### Material for this exercise
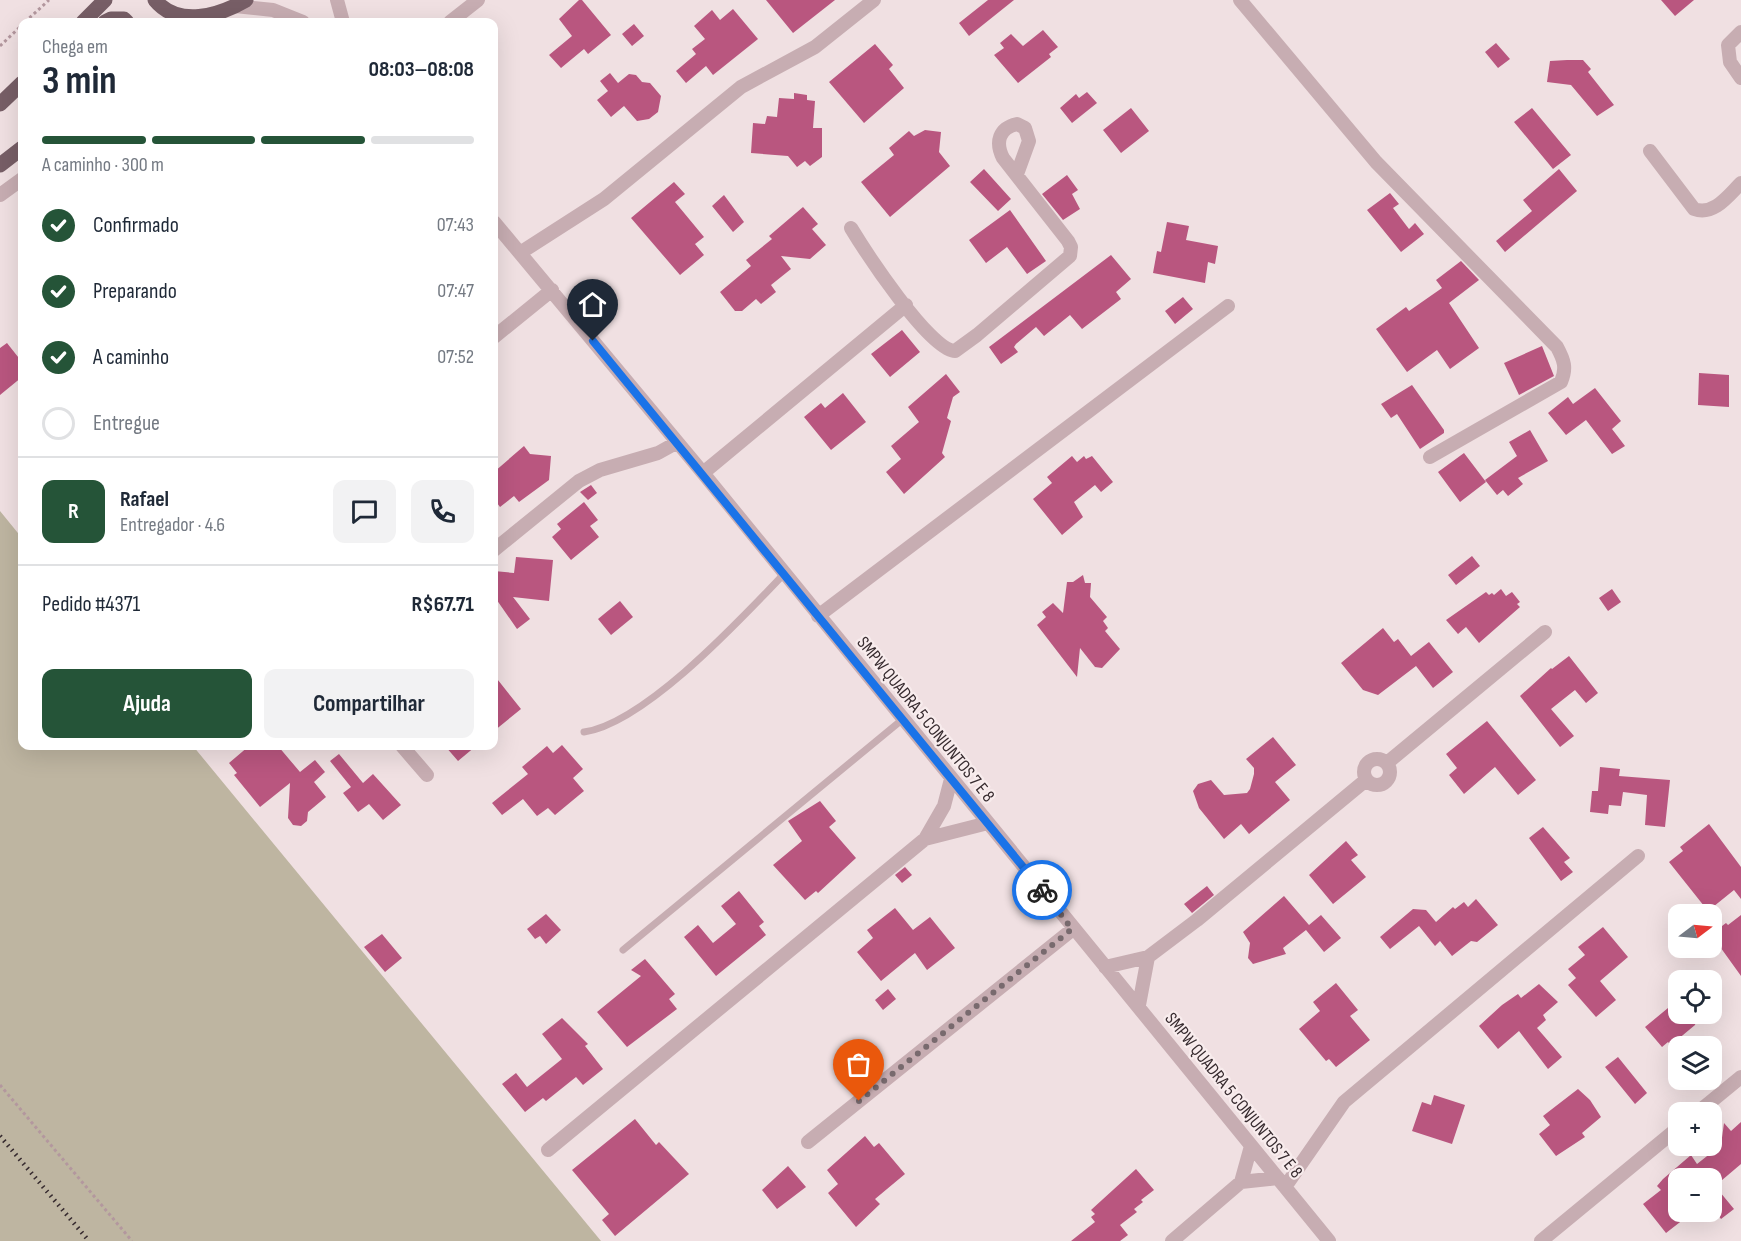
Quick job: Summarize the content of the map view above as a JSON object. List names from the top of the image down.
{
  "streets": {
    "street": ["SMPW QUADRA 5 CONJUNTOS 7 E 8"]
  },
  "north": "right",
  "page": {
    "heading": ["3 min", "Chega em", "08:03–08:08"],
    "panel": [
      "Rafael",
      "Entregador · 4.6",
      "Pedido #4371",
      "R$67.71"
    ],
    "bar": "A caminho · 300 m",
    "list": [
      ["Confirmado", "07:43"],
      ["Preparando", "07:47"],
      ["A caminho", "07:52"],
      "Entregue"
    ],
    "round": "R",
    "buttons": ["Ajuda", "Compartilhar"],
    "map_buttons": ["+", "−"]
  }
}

### Assigned task
Reproduce all the entries that precede this task, word for word, minus any pictures.

### Your solution
Quick job: Summarize the content of the map view above as a JSON object. List names from the top of the image down.
{
  "streets": {
    "street": ["SMPW QUADRA 5 CONJUNTOS 7 E 8"]
  },
  "north": "right",
  "page": {
    "heading": ["3 min", "Chega em", "08:03–08:08"],
    "panel": [
      "Rafael",
      "Entregador · 4.6",
      "Pedido #4371",
      "R$67.71"
    ],
    "bar": "A caminho · 300 m",
    "list": [
      ["Confirmado", "07:43"],
      ["Preparando", "07:47"],
      ["A caminho", "07:52"],
      "Entregue"
    ],
    "round": "R",
    "buttons": ["Ajuda", "Compartilhar"],
    "map_buttons": ["+", "−"]
  }
}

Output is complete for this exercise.